> _INFORMATION SHOWN_

..........

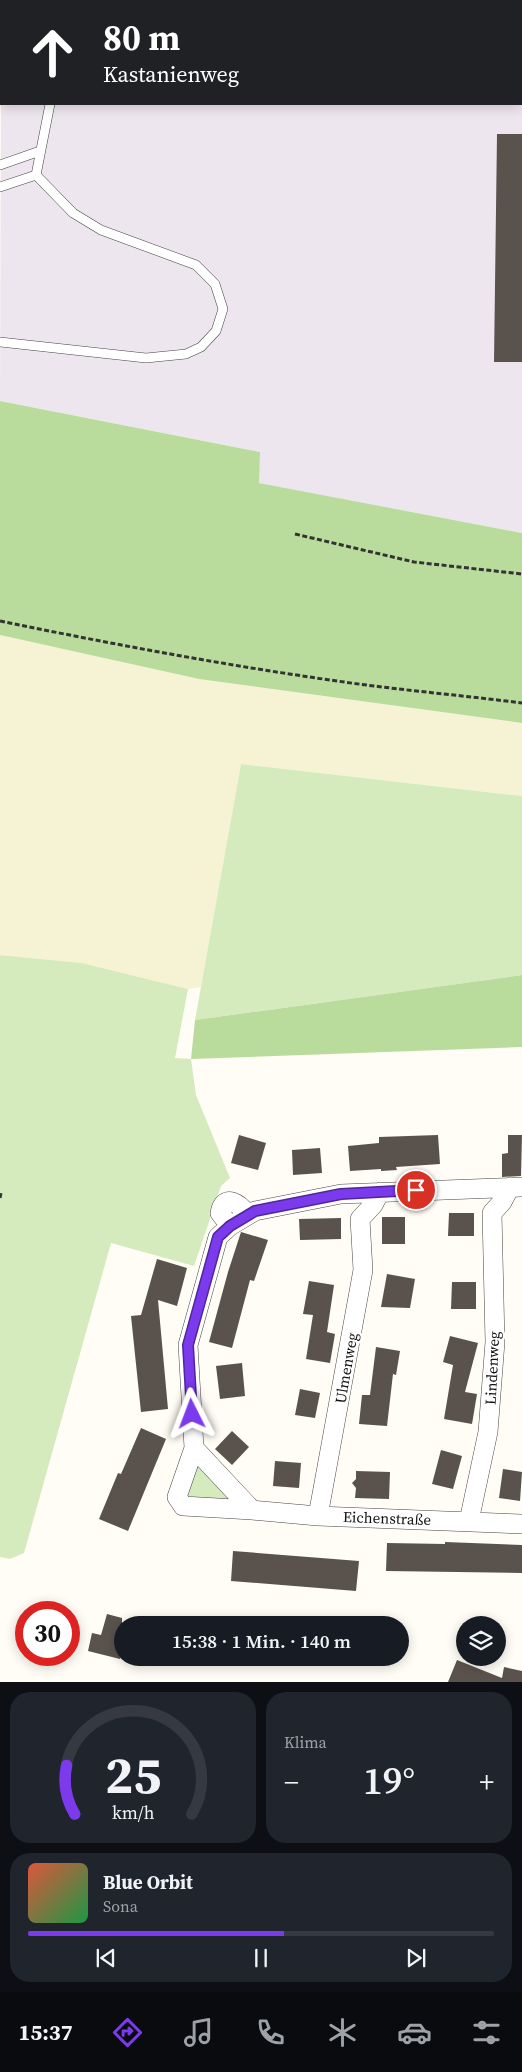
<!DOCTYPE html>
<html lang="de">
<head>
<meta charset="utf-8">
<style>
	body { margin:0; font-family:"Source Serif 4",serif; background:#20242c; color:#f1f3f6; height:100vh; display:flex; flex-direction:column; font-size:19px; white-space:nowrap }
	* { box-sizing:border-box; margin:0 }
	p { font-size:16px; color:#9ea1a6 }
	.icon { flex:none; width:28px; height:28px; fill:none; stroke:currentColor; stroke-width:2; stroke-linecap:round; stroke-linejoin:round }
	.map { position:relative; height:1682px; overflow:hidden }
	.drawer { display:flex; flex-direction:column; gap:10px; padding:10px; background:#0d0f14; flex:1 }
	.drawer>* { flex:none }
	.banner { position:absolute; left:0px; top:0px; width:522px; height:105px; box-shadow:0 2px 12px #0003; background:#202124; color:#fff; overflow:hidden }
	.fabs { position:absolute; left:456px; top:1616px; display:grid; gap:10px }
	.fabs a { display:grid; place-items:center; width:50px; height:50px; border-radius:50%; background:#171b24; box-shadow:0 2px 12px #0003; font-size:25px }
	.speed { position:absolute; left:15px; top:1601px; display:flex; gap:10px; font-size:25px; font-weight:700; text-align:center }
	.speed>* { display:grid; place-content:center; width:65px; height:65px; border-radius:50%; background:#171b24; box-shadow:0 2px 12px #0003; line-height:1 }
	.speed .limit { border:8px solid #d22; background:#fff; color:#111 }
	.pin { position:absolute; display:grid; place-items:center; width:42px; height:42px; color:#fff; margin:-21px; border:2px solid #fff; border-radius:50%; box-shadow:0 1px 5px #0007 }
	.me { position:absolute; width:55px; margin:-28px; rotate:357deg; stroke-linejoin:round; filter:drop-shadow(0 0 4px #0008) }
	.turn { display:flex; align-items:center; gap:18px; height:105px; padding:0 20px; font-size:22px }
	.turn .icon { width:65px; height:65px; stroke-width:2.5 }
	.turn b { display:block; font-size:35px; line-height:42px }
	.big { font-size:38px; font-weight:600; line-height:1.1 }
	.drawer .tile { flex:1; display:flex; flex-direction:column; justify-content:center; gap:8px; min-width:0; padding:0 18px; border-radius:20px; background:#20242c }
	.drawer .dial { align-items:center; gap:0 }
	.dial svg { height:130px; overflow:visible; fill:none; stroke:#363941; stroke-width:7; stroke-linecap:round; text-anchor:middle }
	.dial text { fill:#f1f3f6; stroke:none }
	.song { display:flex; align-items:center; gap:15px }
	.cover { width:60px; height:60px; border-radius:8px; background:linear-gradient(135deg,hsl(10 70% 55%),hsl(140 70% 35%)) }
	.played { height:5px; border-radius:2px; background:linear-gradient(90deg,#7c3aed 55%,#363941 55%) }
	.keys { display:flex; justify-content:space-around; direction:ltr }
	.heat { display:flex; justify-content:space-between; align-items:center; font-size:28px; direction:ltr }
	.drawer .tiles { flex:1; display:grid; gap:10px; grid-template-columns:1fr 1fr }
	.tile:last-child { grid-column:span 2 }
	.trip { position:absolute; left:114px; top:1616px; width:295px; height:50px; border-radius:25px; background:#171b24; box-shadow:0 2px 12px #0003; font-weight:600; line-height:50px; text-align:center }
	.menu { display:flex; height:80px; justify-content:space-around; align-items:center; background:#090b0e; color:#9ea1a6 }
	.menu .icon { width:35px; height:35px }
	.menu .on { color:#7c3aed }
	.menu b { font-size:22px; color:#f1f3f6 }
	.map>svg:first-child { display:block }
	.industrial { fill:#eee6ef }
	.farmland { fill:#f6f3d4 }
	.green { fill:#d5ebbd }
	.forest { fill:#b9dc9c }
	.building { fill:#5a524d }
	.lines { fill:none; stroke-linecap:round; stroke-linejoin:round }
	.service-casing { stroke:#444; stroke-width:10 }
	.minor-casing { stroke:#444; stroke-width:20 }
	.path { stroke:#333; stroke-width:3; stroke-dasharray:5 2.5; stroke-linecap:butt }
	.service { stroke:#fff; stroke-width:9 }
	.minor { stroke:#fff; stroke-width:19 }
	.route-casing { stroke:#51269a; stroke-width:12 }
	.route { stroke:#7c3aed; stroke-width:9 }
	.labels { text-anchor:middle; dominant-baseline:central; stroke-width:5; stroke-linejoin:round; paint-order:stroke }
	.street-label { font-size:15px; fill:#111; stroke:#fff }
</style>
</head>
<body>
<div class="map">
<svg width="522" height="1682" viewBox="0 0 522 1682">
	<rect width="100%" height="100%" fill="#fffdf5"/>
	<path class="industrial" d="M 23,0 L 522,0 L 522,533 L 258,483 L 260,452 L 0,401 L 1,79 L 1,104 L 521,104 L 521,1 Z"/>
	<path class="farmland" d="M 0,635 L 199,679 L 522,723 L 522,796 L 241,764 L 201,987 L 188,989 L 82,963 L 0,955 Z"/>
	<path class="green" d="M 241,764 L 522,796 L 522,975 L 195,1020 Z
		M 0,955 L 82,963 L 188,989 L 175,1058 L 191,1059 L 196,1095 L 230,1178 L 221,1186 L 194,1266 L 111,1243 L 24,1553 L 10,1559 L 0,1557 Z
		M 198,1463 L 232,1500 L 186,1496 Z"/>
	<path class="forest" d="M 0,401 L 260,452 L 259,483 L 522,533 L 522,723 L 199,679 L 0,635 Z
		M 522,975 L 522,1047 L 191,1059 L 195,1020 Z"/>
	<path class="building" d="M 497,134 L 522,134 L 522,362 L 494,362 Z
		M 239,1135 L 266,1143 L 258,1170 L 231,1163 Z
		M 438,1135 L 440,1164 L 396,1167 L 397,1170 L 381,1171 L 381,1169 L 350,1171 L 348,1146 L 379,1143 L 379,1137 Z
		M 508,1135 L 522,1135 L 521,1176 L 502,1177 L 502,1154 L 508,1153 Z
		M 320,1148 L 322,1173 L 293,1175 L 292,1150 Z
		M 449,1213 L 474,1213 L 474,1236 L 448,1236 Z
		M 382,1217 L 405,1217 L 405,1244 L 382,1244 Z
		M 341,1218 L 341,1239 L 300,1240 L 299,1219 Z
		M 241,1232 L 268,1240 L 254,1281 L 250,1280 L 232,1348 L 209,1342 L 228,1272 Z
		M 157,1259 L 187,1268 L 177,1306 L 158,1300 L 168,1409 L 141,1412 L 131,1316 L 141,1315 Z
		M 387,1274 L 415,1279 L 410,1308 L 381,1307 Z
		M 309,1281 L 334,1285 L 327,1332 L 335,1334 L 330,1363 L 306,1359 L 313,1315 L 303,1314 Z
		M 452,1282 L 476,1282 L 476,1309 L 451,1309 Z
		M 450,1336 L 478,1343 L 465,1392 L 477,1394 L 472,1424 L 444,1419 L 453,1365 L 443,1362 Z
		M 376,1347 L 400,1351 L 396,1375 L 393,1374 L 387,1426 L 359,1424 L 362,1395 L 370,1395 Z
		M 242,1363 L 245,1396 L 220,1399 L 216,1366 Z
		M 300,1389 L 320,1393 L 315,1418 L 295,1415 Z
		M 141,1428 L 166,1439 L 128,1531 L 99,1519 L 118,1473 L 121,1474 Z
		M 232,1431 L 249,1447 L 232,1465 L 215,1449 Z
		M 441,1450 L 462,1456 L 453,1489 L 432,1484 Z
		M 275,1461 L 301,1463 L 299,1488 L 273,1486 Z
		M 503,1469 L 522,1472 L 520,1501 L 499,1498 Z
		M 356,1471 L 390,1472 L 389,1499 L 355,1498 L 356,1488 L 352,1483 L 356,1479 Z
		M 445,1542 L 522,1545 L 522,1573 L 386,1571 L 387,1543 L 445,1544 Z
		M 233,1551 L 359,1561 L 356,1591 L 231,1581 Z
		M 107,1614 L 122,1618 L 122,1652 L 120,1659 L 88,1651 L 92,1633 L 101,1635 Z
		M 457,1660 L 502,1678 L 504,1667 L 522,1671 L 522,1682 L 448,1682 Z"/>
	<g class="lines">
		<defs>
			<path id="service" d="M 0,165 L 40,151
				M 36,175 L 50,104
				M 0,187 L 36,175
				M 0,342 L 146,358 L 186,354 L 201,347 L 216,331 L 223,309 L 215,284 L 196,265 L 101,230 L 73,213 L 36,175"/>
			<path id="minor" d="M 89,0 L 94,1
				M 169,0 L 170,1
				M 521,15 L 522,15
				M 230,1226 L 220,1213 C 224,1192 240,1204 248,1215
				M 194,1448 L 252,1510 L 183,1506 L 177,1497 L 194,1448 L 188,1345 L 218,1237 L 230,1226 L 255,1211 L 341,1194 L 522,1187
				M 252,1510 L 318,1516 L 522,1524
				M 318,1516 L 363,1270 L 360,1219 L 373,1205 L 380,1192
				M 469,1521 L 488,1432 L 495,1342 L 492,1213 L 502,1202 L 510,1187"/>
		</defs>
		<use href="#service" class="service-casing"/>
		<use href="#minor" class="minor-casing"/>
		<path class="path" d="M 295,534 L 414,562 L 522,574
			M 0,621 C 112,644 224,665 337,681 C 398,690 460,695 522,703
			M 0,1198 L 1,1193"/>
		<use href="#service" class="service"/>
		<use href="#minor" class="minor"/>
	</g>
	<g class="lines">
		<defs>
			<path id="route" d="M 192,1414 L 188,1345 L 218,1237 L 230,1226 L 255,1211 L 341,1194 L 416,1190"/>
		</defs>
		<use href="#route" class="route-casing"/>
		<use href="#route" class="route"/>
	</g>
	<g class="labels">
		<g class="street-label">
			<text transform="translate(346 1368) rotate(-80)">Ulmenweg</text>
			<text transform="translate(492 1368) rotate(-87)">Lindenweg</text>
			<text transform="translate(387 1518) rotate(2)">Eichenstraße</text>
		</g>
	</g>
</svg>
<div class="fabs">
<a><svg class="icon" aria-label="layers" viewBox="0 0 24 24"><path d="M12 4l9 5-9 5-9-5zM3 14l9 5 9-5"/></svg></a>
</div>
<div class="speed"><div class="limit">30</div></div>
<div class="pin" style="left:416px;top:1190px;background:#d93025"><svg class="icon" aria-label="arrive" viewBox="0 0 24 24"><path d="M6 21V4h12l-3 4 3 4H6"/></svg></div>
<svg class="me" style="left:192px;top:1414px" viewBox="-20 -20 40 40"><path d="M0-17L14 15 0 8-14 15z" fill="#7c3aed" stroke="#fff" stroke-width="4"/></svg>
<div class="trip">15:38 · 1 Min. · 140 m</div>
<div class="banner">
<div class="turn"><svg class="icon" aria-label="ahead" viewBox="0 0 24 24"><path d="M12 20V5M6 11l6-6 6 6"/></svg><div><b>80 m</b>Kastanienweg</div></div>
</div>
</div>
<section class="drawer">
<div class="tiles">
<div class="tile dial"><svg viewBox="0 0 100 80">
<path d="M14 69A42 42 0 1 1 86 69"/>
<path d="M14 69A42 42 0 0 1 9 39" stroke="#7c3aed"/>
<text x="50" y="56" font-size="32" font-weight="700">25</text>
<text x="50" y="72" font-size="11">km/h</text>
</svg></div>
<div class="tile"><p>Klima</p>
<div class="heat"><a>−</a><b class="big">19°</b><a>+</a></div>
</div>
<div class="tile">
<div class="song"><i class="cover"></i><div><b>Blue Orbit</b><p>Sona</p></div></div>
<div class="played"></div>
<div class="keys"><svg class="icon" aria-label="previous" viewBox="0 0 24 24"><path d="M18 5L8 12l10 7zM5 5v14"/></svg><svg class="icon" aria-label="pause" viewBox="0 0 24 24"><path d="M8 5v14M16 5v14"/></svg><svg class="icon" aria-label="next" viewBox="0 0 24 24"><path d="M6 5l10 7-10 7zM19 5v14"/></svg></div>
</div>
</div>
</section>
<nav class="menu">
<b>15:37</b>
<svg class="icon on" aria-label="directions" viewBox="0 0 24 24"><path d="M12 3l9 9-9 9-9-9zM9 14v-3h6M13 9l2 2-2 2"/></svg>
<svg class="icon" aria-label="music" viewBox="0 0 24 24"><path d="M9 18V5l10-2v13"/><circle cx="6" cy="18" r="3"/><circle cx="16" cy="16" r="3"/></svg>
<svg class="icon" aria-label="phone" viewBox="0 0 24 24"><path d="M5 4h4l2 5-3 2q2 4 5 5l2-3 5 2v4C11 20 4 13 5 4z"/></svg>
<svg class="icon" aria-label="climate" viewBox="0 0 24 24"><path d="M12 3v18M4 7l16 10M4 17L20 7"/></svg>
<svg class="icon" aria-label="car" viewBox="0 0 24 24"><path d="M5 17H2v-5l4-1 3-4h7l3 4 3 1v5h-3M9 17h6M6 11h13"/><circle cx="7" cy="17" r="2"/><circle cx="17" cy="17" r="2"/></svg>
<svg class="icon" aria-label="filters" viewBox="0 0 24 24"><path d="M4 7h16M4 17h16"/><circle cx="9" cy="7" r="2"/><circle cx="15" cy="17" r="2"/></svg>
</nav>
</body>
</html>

..........

> _ACTIVITY_
Return all lines of the material that have "fabs" in them.

> _EXERCISE SOLUTION_
	.fabs { position:absolute; left:456px; top:1616px; display:grid; gap:10px }
	.fabs a { display:grid; place-items:center; width:50px; height:50px; border-radius:50%; background:#171b24; box-shadow:0 2px 12px #0003; font-size:25px }
<div class="fabs">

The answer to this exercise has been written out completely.